How long does this build a news corpus with search api tutorial take?

Most developers complete this tutorial in 15 to 30 minutes. You will need a Scavio API key (free tier works) and a working Python or JavaScript environment.

What do I need before starting?

Python 3.9+ installed. requests library installed. A Scavio API key from scavio.dev. A list of news topics to collect. A Scavio API key gives you 50 free credits on signup.

Can I run this tutorial with the free tier?

Yes. The free tier includes 50 credits on signup, which is more than enough to complete this tutorial and prototype a working solution.

What frameworks does this work with?

Scavio has a native LangChain package (langchain-scavio), an MCP server, and a plain REST API that works with any HTTP client. This tutorial uses the raw REST API, but you can adapt to your framework of choice.

Build a News Corpus with Search API (2026)

Training ML models for news classification, summarization, or sentiment analysis requires a large, well-structured corpus of news articles. Web scraping news sites is fragile and legally complex. This tutorial builds a news corpus collection pipeline using the Scavio API to search for news on specific topics, extract article metadata from SERP snippets, deduplicate by URL, and store the corpus in a structured format ready for ML preprocessing. Each topic search costs $0.005.

Prerequisites

Python 3.9+ installed
requests library installed
A Scavio API key from scavio.dev
A list of news topics to collect

Walkthrough

Step 1: Define topics and search for news articles

Search for recent news on each topic. Use date-restricted queries to ensure freshness and news-specific search patterns.

Python

import os, requests, json, time, hashlib
from datetime import datetime

SCAVIO_KEY = os.environ['SCAVIO_API_KEY']
H = {'x-api-key': SCAVIO_KEY, 'Content-Type': 'application/json'}
URL = 'https://api.scavio.dev/api/v1/search'

TOPICS = [
    'artificial intelligence regulation',
    'climate technology startups',
    'semiconductor supply chain',
    'electric vehicle market',
    'cybersecurity breaches 2026',
]

def search_news(topic: str, num: int = 10) -> list:
    resp = requests.post(URL, headers=H,
        json={'query': f'{topic} news 2026', 'country_code': 'us', 'num_results': num})
    results = resp.json().get('organic_results', [])
    articles = []
    for r in results:
        articles.append({
            'title': r.get('title', ''),
            'url': r.get('link', ''),
            'snippet': r.get('snippet', ''),
            'source_domain': r.get('link', '').split('/')[2] if '/' in r.get('link', '') else '',
            'topic': topic,
            'collected_at': datetime.now().isoformat(),
        })
    return articles

articles = search_news('artificial intelligence regulation')
print(f'Collected {len(articles)} articles on AI regulation')

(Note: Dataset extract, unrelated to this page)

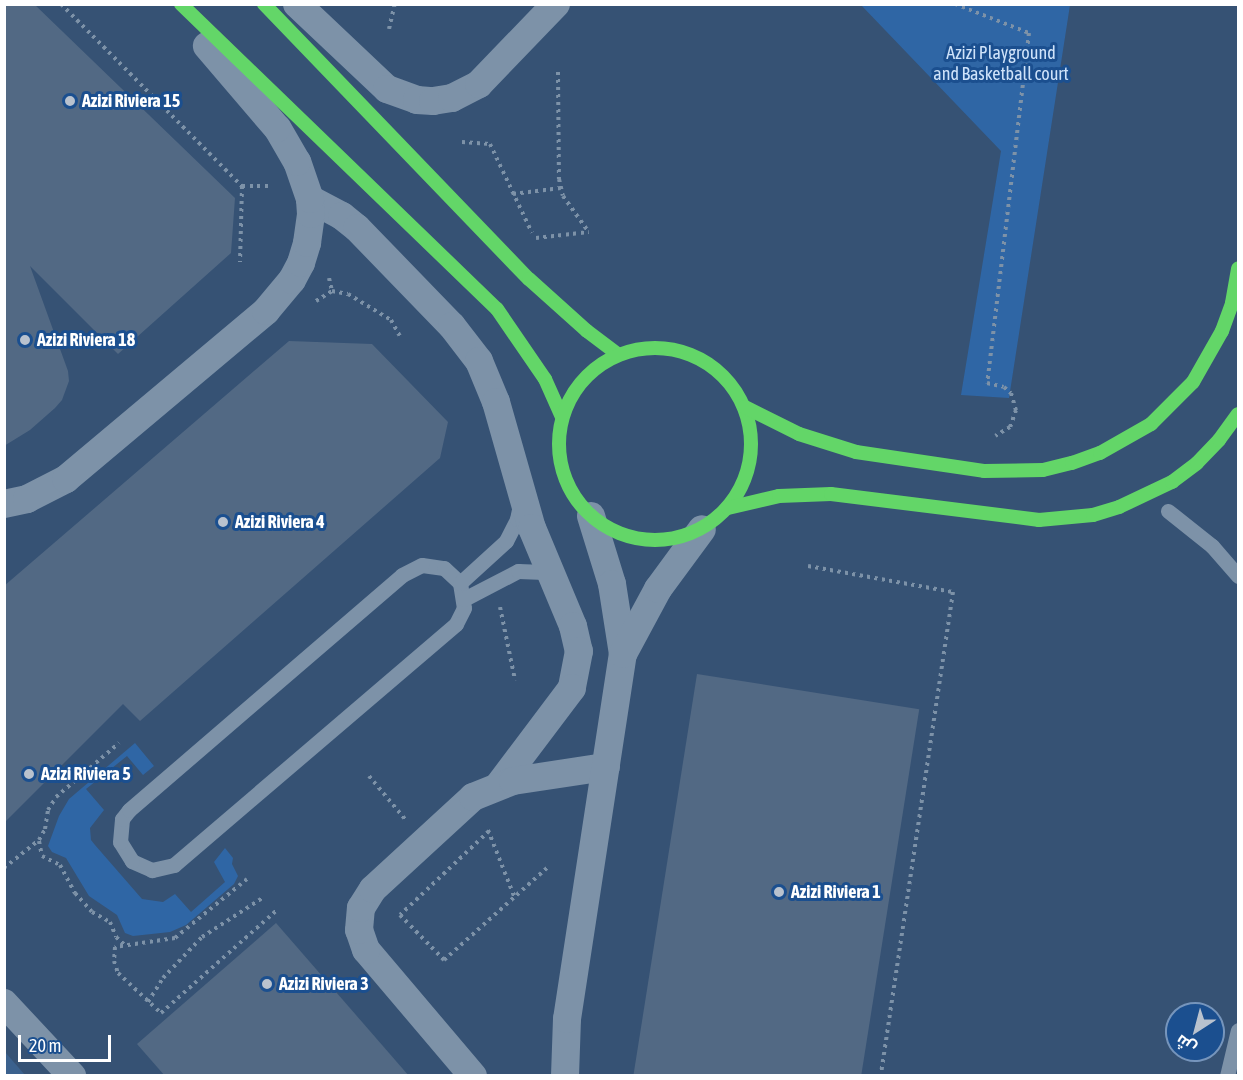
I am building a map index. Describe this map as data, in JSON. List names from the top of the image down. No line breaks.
{"parks":["Azizi Playground and Basketball court"],"places":["Azizi Riviera 15","Azizi Riviera 18","Azizi Riviera 4","Azizi Riviera 5","Azizi Riviera 1","Azizi Riviera 3"],"scale_bar":"20 m","north":"bottom left"}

Step 2: Deduplicate and categorize the corpus

Remove duplicate articles by URL hash, and add basic categorization metadata. Track corpus statistics.

Python

class NewsCorpus:
    def __init__(self):
        self.articles = []
        self.seen_urls = set()

    def add_articles(self, new_articles: list) -> int:
        added = 0
        for article in new_articles:
            url_hash = hashlib.md5(article['url'].encode()).hexdigest()
            if url_hash not in self.seen_urls:
                self.seen_urls.add(url_hash)
                article['url_hash'] = url_hash
                article['word_count'] = len(article['snippet'].split())
                self.articles.append(article)
                added += 1
        return added

    def stats(self) -> dict:
        topics = {}
        sources = {}
        for a in self.articles:
            topics[a['topic']] = topics.get(a['topic'], 0) + 1
            sources[a['source_domain']] = sources.get(a['source_domain'], 0) + 1
        return {
            'total_articles': len(self.articles),
            'unique_urls': len(self.seen_urls),
            'topics': topics,
            'top_sources': dict(sorted(sources.items(), key=lambda x: -x[1])[:10]),
        }

corpus = NewsCorpus()
for topic in TOPICS:
    articles = search_news(topic)
    added = corpus.add_articles(articles)
    print(f'{topic}: +{added} articles')
    time.sleep(0.3)

stats = corpus.stats()
print(f'\nCorpus: {stats["total_articles"]} articles across {len(stats["topics"])} topics')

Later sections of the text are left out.